Selain penguatan pertahanan, PM Takaichi juga berupaya menstabilkan ekonomi nasional melalui sejumlah paket stimulus yang segera disusun. Pemerintahannya berencana menghapus tarif pajak bensin sementara serta menaikkan ambang batas penghasilan tidak kena pajak guna meningkatkan daya beli masyarakat. Kebijakan ini diharapkan bisa menyokong perekonomian Jepang yang tengah menghadapi tekanan dari dinamika global dan tantangan domestik.

Sanae Takaichi sebagai pemimpin baru berusia 64 tahun, segera menunjukkan sinyal perubahan paradigma kebijakan dalam berbagai sektor. Namun, keputusan memperbesar anggaran militer dan amandemen konstitusi tentang kekuatan tempur diperkirakan akan menjadi isu yang memicu respons berbagai negara Asia dan dunia, khususnya China yang sangat mengacu pada peringatan atas sejarah perang di masa lalu.

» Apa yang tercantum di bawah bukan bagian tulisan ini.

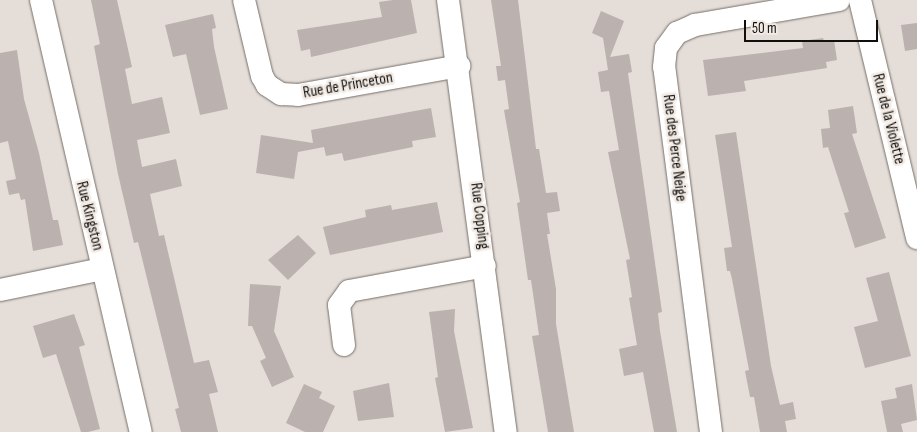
<!DOCTYPE html>
<html>
<head>
<meta charset="utf-8">
<style>
  body { margin:0 }
  #map { position:relative; width:917px; height:432px; overflow:hidden; background:#e5ddd7; font-family:"Sofia Sans Condensed",sans-serif }
  div>[style] { position:absolute }
  [style*='--x'] { left:calc(var(--x)*1px); top:calc(var(--y)*1px); width:calc(var(--w)*1px); rotate:calc(var(--a)*1deg) }
  .building>* { inset:0; background:#bbb1ae }
  .roads { filter:drop-shadow(0 0 1px #766f69) drop-shadow(0 0 1px #766f69) }
  .minor>* { height:22px; margin:-11px; padding:0 11px; transform-origin:11px; border-radius:11px; background:#fff }
  span { translate:-50% -50%; white-space:nowrap; text-align:center; line-height:1.15; -webkit-text-stroke:5px #f2eae4; paint-order:stroke }
  .street-label { font-size:16px; color:#110f0c }
  .scale { position:absolute; left:744px; top:20px; width:134px; height:22px; box-sizing:border-box; border:2px solid #110f0c; border-top:0; padding-left:6px; font-size:15px; line-height:18px; white-space:nowrap; color:#110f0c; -webkit-text-stroke:4px #f2eae4; paint-order:stroke }
</style>
</head>
<body>
<div id="map">
  <div class="building">
    <div style="clip-path:polygon(91px 0,117px 0,132px 67px,125px 69px,132px 104px,162px 97px,170px 133px,137px 140px,142px 167px,176px 159px,182px 186px,150px 194px,159px 236px,164px 235px,194px 363px,209px 360px,218px 392px,209px 394px,218px 432px,181px 432px,175px 409px,179px 408px,138px 242px,134px 243px,118px 174px,94px 46px,100px 44px)"></div>
    <div style="clip-path:polygon(393px 0,411px 0,417px 33px,311px 57px,310px 49px,301px 51px,297px 30px,382px 17px,379px 2px)"></div>
    <div style="clip-path:polygon(491px 0,518px 0,536px 149px,539px 149px,546px 193px,557px 192px,560px 211px,547px 213px,550px 234px,547px 234px,556px 289px,556px 324px,574px 432px,548px 432px,532px 336px,539px 335px,531px 280px,528px 280px,517px 203px,520px 202px,504px 110px,509px 109px,505px 80px,498px 81px,496px 66px,501px 66px)"></div>
    <div style="clip-path:polygon(601px 11px,624px 21px,610px 57px,629px 54px,632px 72px,628px 73px,662px 312px,658px 313px,660px 331px,677px 432px,654px 432px,643px 372px,624px 376px,619px 349px,637px 345px,629px 298px,632px 297px,626px 260px,630px 259px,608px 152px,619px 150px,609px 91px,601px 92px,598px 72px,608px 70px,603px 38px,592px 33px)"></div>
    <div style="clip-path:polygon(213px 14px,216px 28px,212px 29px,214px 47px,228px 109px,200px 115px,186px 54px,173px 57px,165px 25px)"></div>
    <div style="clip-path:polygon(917px 23px,917px 49px,905px 51px,901px 25px)"></div>
    <div style="clip-path:polygon(823px 38px,824px 41px,834px 40px,837px 60px,826px 62px,827px 68px,744px 81px,746px 91px,708px 96px,703px 60px,803px 48px,802px 41px)"></div>
    <div style="clip-path:polygon(17px 50px,24px 99px,39px 153px,53px 220px,58px 220px,63px 245px,33px 251px,25px 199px,21px 200px,19px 193px,9px 195px,6px 181px,16px 179px,8px 141px,0 143px,0 53px)"></div>
    <div style="clip-path:polygon(853px 106px,857px 133px,852px 134px,886px 238px,855px 248px,844px 213px,849px 212px,828px 147px,823px 148px,821px 129px,830px 128px,828px 110px)"></div>
    <div style="clip-path:polygon(431px 108px,436px 137px,412px 141px,413px 147px,344px 161px,342px 153px,326px 156px,324px 147px,298px 152px,294px 179px,256px 173px,261px 135px,313px 143px,311px 130px)"></div>
    <div style="clip-path:polygon(736px 132px,771px 366px,780px 405px,793px 402px,796px 419px,785px 421px,787px 432px,760px 432px,754px 397px,750px 397px,745px 371px,749px 370px,732px 279px,730px 271px,727px 271px,724px 248px,732px 247px,715px 135px)"></div>
    <div style="clip-path:polygon(437px 202px,443px 232px,330px 255px,323px 227px,366px 217px,365px 210px,391px 205px,392px 210px)"></div>
    <div style="clip-path:polygon(298px 235px,316px 253px,288px 280px,268px 260px)"></div>
    <div style="clip-path:polygon(889px 272px,911px 356px,865px 368px,854px 327px,878px 321px,866px 278px)"></div>
    <div style="clip-path:polygon(250px 284px,281px 286px,274px 331px,294px 377px,272px 387px,260px 361px,266px 358px,252px 326px,248px 326px)"></div>
    <div style="clip-path:polygon(455px 309px,454px 331px,473px 428px,445px 432px,435px 378px,438px 377px,429px 312px)"></div>
    <div style="clip-path:polygon(74px 314px,85px 345px,79px 347px,100px 429px,88px 432px,81px 432px,56px 354px,43px 358px,33px 326px)"></div>
    <div style="clip-path:polygon(389px 383px,394px 417px,358px 421px,353px 391px)"></div>
    <div style="clip-path:polygon(304px 384px,322px 392px,319px 398px,335px 406px,323px 432px,305px 432px,286px 423px)"></div>
    <div style="clip-path:polygon(912px 384px,917px 420px,901px 424px,903px 432px,887px 432px,881px 401px,897px 398px,895px 388px)"></div>
  </div>
  <div class="roads">
    <div class="minor">
      <div style="--x:41;--y:0;--w:443;--a:77"></div>
      <div style="--x:244;--y:0;--w:78;--a:76.7"></div>
      <div style="--x:262;--y:76;--w:10;--a:61"></div>
      <div style="--x:267;--y:85;--w:17;--a:33"></div>
      <div style="--x:281;--y:94;--w:17;--a:3"></div>
      <div style="--x:298;--y:95;--w:164;--a:-10.2"></div>
      <div style="--x:448;--y:0;--w:436;--a:82.4"></div>
      <div style="--x:860;--y:0;--w:245;--a:76.5"></div>
      <div style="--x:0;--y:290;--w:104;--a:-11.6"></div>
      <div style="--x:344;--y:345;--w:40;--a:-97.1"></div>
      <div style="--x:339;--y:305;--w:17;--a:-54"></div>
      <div style="--x:349;--y:291;--w:138;--a:-10.4"></div>
      <div style="--x:711;--y:432;--w:368;--a:-97.3"></div>
      <div style="--x:664;--y:67;--w:19;--a:-84"></div>
      <div style="--x:666;--y:48;--w:19;--a:-54"></div>
      <div style="--x:677;--y:33;--w:20;--a:-24"></div>
      <div style="--x:695;--y:25;--w:146;--a:-9.8"></div>
    </div>
  </div>
  <div class="street-label">
    <span style="left:348px;top:86px;rotate:-10deg">Rue de Princeton</span>
    <span style="left:888px;top:119px;rotate:76deg">Rue de la Violette</span>
    <span style="left:674px;top:148px;rotate:83deg">Rue des Perce Neige</span>
    <span style="left:89px;top:216px;rotate:76deg">Rue Kingston</span>
    <span style="left:479px;top:216px;rotate:83deg">Rue Copping</span>
  </div>
  <div class="scale">50 m</div>
</div>
</body>
</html>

Ketegangan Regional yang Meningkat

Kebijakan pertahanan Jepang yang agresif ini menjadi bagian dari dinamika geopolitik baru di Asia Timur. Jepang berusaha mengadaptasi strategi militer dan keamanannya di tengah ancaman dan teknologi perang kontemporer yang lebih kompleks. Sementara itu, China sebagai kekuatan besar di kawasan tetap mengutamakan stabilitas dan kemitraan bilateral, meskipun tetap waspada terhadap perkembangan militer Jepang yang dinilai berisiko menimbulkan ketegangan lebih lanjut.

Dalam konteks ini, ke depan hubungan kedua negara akan diuji oleh perbedaan pendekatan terkait sejarah, keamanan, dan diplomasi regional. Sikap kehati-hatian dan dialog konstruktif perlu diutamakan agar konflik dan ketidakpercayaan antara kedua tetangga besar ini dapat diminimalkan.